◆ **What to produce**
Retype the data below exactly; skip every image.

◆ **Given information**
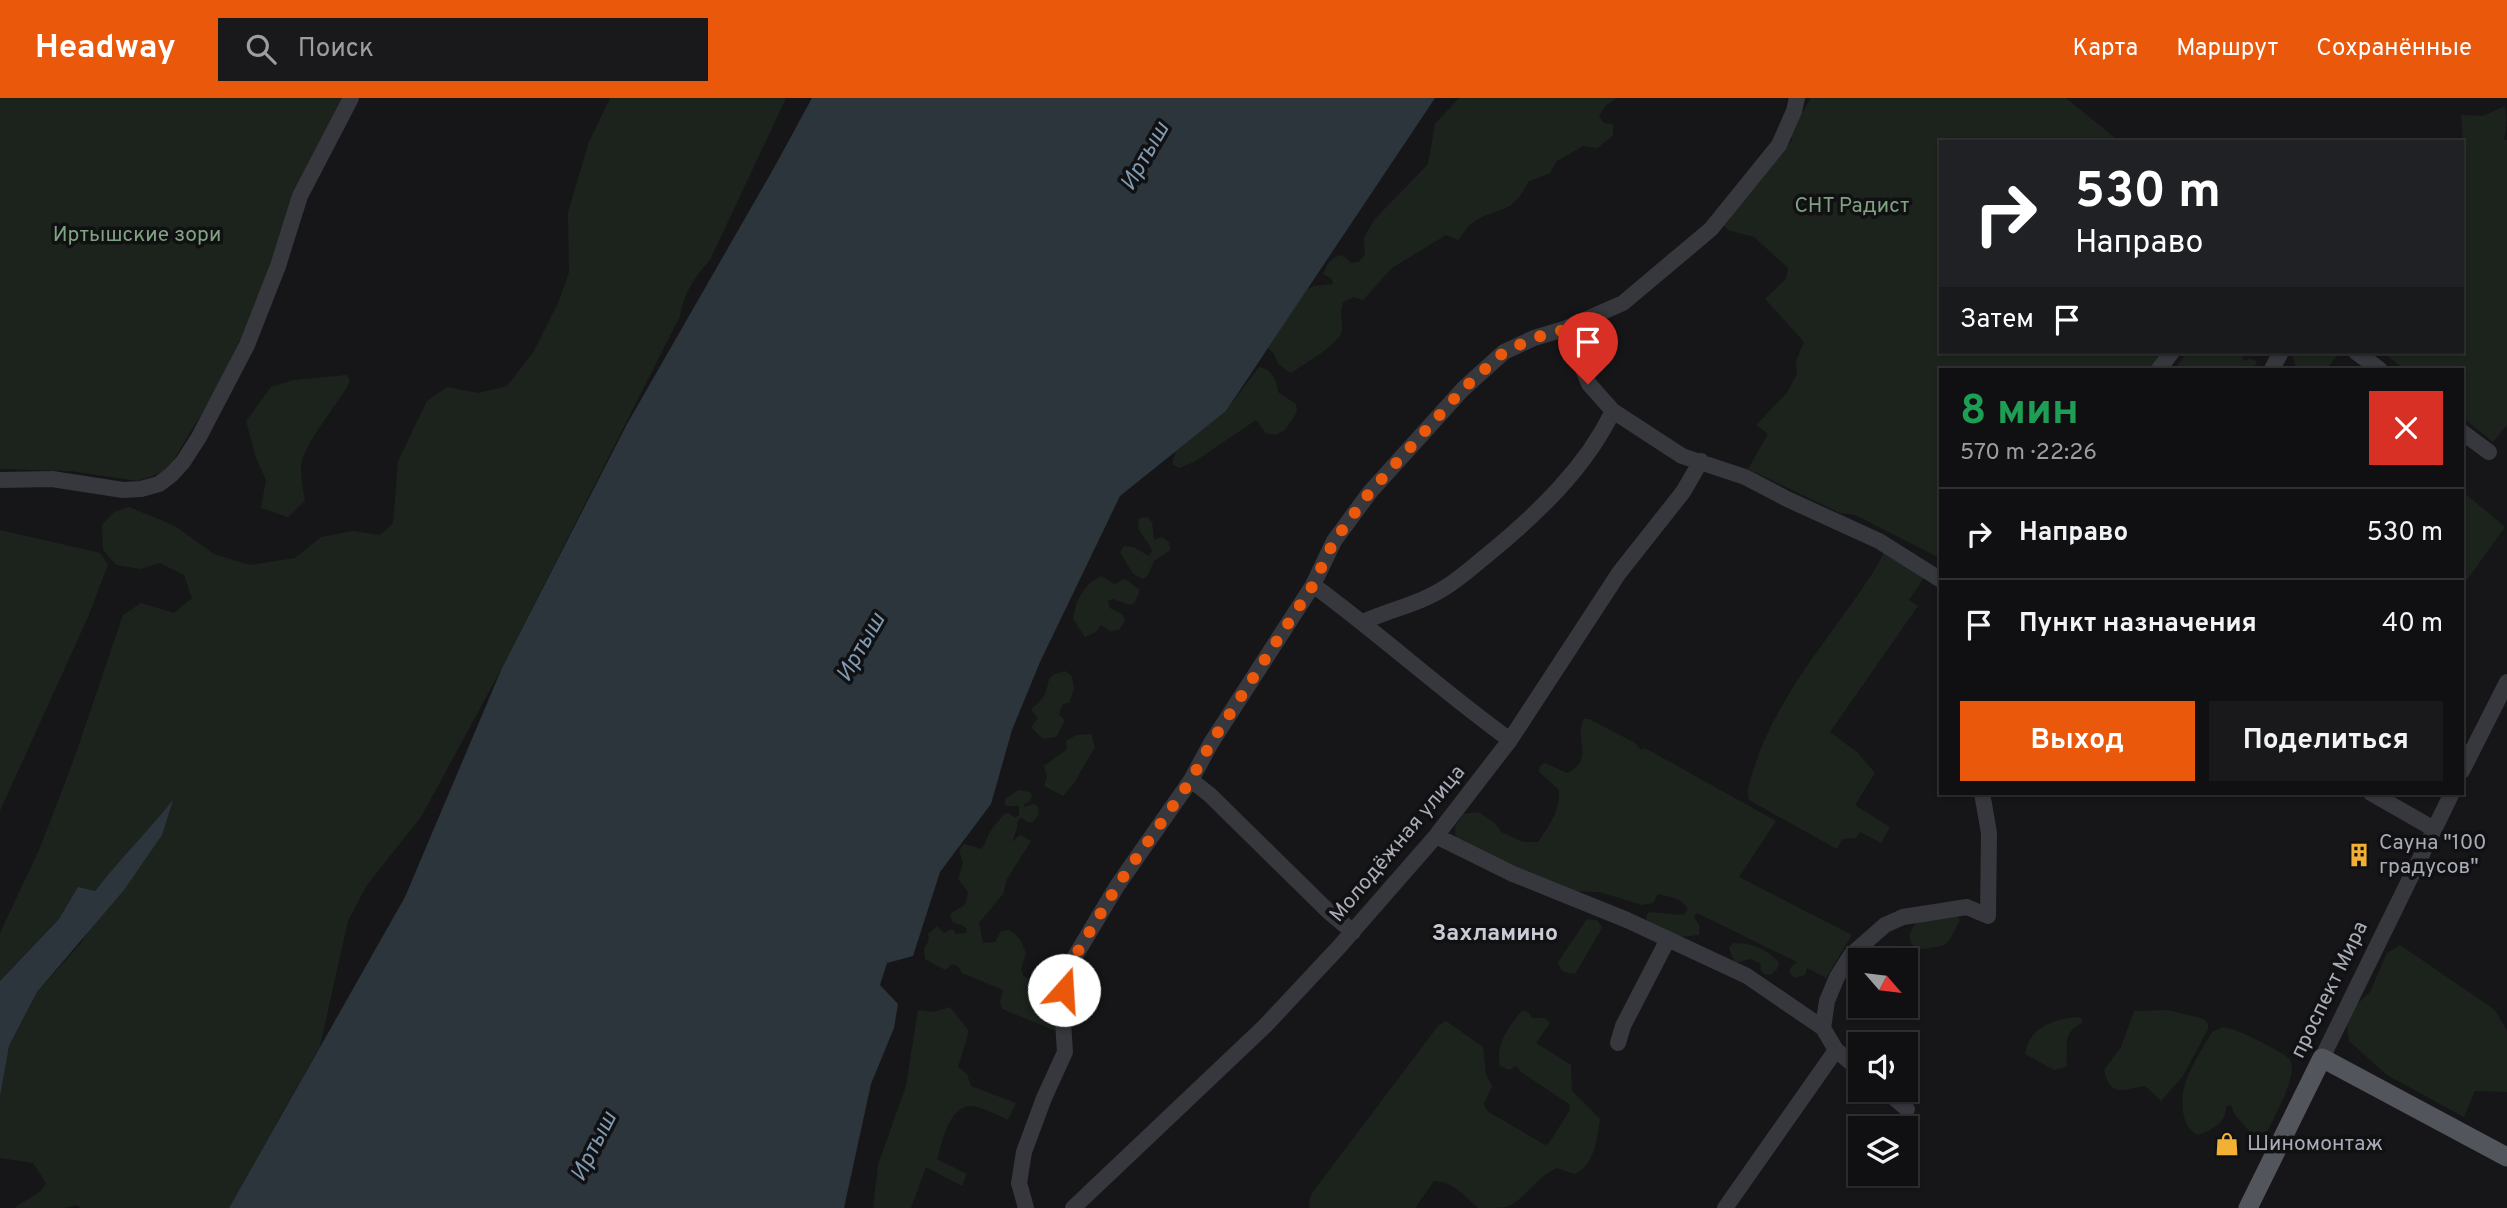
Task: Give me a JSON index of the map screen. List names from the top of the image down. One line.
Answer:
{"streets":{"main road":["проспект Мира"],"street":["Молодёжная улица"]},"districts":["Захламино"],"water":["Иртыш"],"parks":["СНТ Радист","Иртышские зори"],"places":{"building":["Сауна \"100 градусов\""],"shop":["Шиномонтаж"]},"north":"bottom right","page":{"header":"Headway","search":"Поиск","nav":["Карта","Маршрут","Сохранённые"],"turn":["530 m","Направо"],"then":"Затем","heading":["8 мин","570 m · 22:26"],"list":[{"name":"Направо","value":"530 m"},{"name":"Пункт назначения","value":"40 m"}],"buttons":["Выход","Поделиться"]}}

◆ **Response area**
Task: Give me a JSON index of the map screen. List names from the top of the image down. One line.
Answer:
{"streets":{"main road":["проспект Мира"],"street":["Молодёжная улица"]},"districts":["Захламино"],"water":["Иртыш"],"parks":["СНТ Радист","Иртышские зори"],"places":{"building":["Сауна \"100 градусов\""],"shop":["Шиномонтаж"]},"north":"bottom right","page":{"header":"Headway","search":"Поиск","nav":["Карта","Маршрут","Сохранённые"],"turn":["530 m","Направо"],"then":"Затем","heading":["8 мин","570 m · 22:26"],"list":[{"name":"Направо","value":"530 m"},{"name":"Пункт назначения","value":"40 m"}],"buttons":["Выход","Поделиться"]}}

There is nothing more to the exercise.